When an employee who was directly affected by the 9/11 tragedy was transferred to an office at Ground Zero, it set off a chain of events that led to an ADA disability discrimination lawsuit against his employer. Could a simple step have prevented the whole situation?
Here’s the background: Bruce Goonan’s department had been moved to an office right near Ground Zero.
During the events of, Goonan had been trapped in his office and “believed he was going to die.”
So, when Goonan’s department moved to an office directly overlooking Ground Zero, he started having a number of problems. According to the suit, Goonan suffered flashbacks to 9/11, had difficulty sleeping and concentrating, and suffered from depression and anxiety to the point that he had suicidal thoughts.
Because of this, Goonan requested a telecommuting accommodation. Sounds simple enough right?
Problem was, during the time Goonan was in the location facing Ground Zero, he received a “below standards” performance review.

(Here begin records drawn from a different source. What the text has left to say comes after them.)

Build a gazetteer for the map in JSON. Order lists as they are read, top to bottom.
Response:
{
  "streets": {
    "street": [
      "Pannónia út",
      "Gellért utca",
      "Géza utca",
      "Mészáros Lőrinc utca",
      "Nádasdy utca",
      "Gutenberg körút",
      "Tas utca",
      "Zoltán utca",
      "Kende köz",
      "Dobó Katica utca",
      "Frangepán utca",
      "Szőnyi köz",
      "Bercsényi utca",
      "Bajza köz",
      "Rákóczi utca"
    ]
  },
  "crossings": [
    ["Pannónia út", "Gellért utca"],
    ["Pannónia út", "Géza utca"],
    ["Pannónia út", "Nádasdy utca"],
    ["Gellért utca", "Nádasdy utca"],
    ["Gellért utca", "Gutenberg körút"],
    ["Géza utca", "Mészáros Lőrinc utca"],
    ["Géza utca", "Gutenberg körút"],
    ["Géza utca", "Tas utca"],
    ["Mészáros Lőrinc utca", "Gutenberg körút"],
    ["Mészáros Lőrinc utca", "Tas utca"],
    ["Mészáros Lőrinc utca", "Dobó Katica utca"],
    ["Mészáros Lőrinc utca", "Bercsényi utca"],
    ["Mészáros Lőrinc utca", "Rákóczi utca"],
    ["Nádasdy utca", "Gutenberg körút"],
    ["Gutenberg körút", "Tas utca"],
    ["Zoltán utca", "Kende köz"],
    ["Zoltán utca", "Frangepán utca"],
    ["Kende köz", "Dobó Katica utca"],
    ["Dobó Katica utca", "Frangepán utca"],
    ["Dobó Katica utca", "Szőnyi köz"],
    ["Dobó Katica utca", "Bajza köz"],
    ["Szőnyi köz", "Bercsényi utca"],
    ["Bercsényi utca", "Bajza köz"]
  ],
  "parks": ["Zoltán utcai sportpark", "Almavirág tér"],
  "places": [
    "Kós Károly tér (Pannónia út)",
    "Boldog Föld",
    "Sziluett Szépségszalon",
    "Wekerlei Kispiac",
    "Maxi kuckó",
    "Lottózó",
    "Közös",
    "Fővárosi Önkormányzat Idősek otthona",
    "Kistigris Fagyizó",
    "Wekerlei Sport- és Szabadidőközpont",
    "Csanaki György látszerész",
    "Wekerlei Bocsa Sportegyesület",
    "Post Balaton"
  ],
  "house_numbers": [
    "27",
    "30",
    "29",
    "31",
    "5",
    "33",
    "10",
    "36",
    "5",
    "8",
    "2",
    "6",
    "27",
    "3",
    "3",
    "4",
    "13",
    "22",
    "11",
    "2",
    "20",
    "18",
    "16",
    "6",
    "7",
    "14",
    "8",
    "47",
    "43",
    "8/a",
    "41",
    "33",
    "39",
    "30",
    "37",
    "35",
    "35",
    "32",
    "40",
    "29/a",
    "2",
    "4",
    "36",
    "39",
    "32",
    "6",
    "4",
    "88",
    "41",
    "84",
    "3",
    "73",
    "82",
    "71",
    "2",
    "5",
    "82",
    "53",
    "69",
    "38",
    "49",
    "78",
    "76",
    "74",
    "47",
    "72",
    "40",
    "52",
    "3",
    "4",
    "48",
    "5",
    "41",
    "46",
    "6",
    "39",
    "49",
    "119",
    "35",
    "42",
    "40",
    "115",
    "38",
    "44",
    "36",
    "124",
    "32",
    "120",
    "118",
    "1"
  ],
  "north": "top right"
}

And because the company had a written policy requiring workers to get direct supervision when their performance slipped “below standards,” the company denied the request.
So Goonan sued for disability discrimination under the ADA, and the company tried to get the case tossed out.
What the court said
The court refused to dismiss the case.
The court’s reasoning: It thought the company’s policy was “troubling” because, according to the court, “failure to consider reasonable accommodations for disabilities which lead to poor performance … amounts to a discharge solely because of the disabilities.”
While this was a very unique case (the court itself said the case “turns the rationale for the ADA’s rule of reasonable accommodation on its head”), it does offer an important lesson for employers.
Overly strict policies that place restrictions on poor performers won’t necessarily keep companies safe from ADA discrimination suits – particularly if the poor performance can be directly linked to a disability.
As we’ve mentioned in the past, always engage in the “interactive process” if a possible disability — any possible disability — is involved.